Eric looked down at me from above and over the sound of Joanie’s shrieks and Frank’s bark he yelled down, “can’t.”

We could have fought. I initially felt a pang of ire but it quickly subsided as I wiggled my way through the frame and up the stairs to meet Eric’s laughter. When I was pregnant I may have been fat but I could still fit through door fames. Situations like this one that elicit bouts of anger were sparse. There was simply less to get argue about. Now it seems like every day there’s a new opportunity for rage. But we don’t fight, not really any way. We bicker about wearing socks in bed but there’s little emotion behind those spats. It’s probably a combination of our mutual aversion to raised voices, our active senses of humour, and a whole bunch of adoration that keep us so calm in our dealings with each other. We high-five a lot.

However, anger has to go somewhere. It’s like the first law of thermodynamics (forgive my layman’s explanation) which states that energy cannot be created or destroyed. It can only change forms. Instead of a familial argument, my ire changes form and becomes rage directed at another man with whom I have no real contact: the fat man on the chair. I hate the fat man on the chair.

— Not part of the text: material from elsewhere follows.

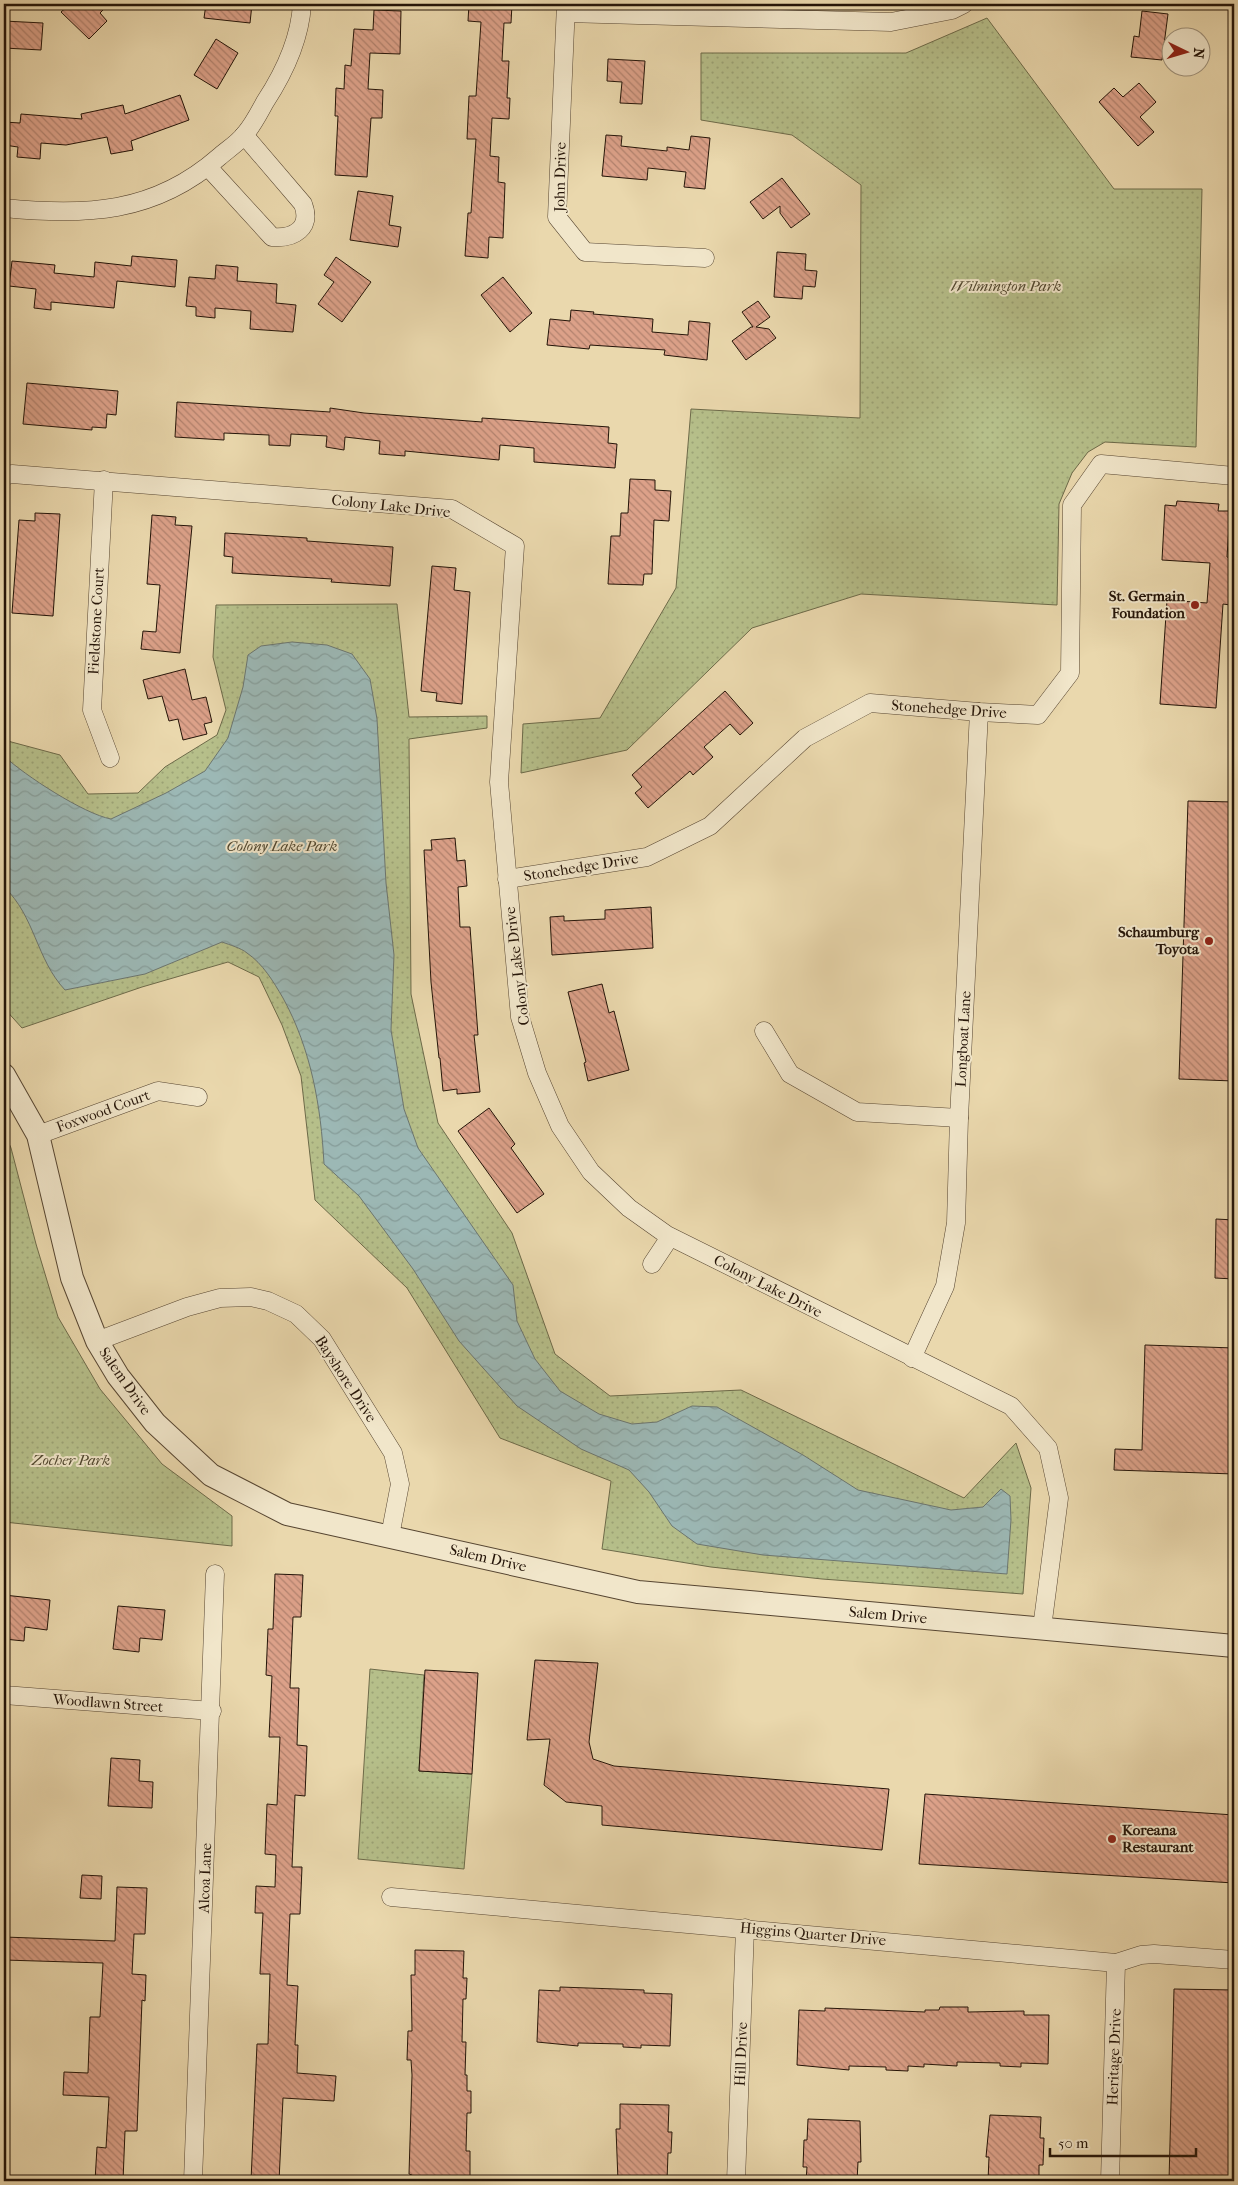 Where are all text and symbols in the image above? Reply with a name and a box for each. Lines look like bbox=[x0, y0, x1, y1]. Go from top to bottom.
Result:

For the past few weeks there has been construction in the street behind my apartment building. I don’t drive and I’m usually awake at seven when the bulldozing begins, so I’m not bothered by the work itself. What works me into a flushed, exaggerated, perhaps disproportionate rage is the fat man on the chair. His only job is to guide trucks and pedestrians through the intersection, and he’s terrible at it. Yesterday I made it all the way to a giant hole and back again before he called, “le trottoir est barré!”

In Montreal corruption is assumed, especially when it comes to construction. It’s normal to see twelve supervisors standing around a hole while one worker digs. Quebec is a welfare state, and I’m all for paying high taxes for the sake of public programs but the mismanagement of funds is so catastrophic that citizens rarely see where taxes are spent. Our infrastructure is crumbling, our high school drop out rate is astronomical and we are still dealing with asbestos in public institutions. The fat man is emblematic of that corruption, or to put it mildly, that poor budgeting. His job is so utterly pointless that he has brought himself a chair from home. I walk by him at least four times a day and he never moves from that spot. He is constantly sitting, sometimes eating, usually smoking and always soaking up public money. I hate his stupid snide grin and his fat calves stuffed into work boots, a likely indicator of gout. I hate him. I hate him. Oh damn it, I hate him.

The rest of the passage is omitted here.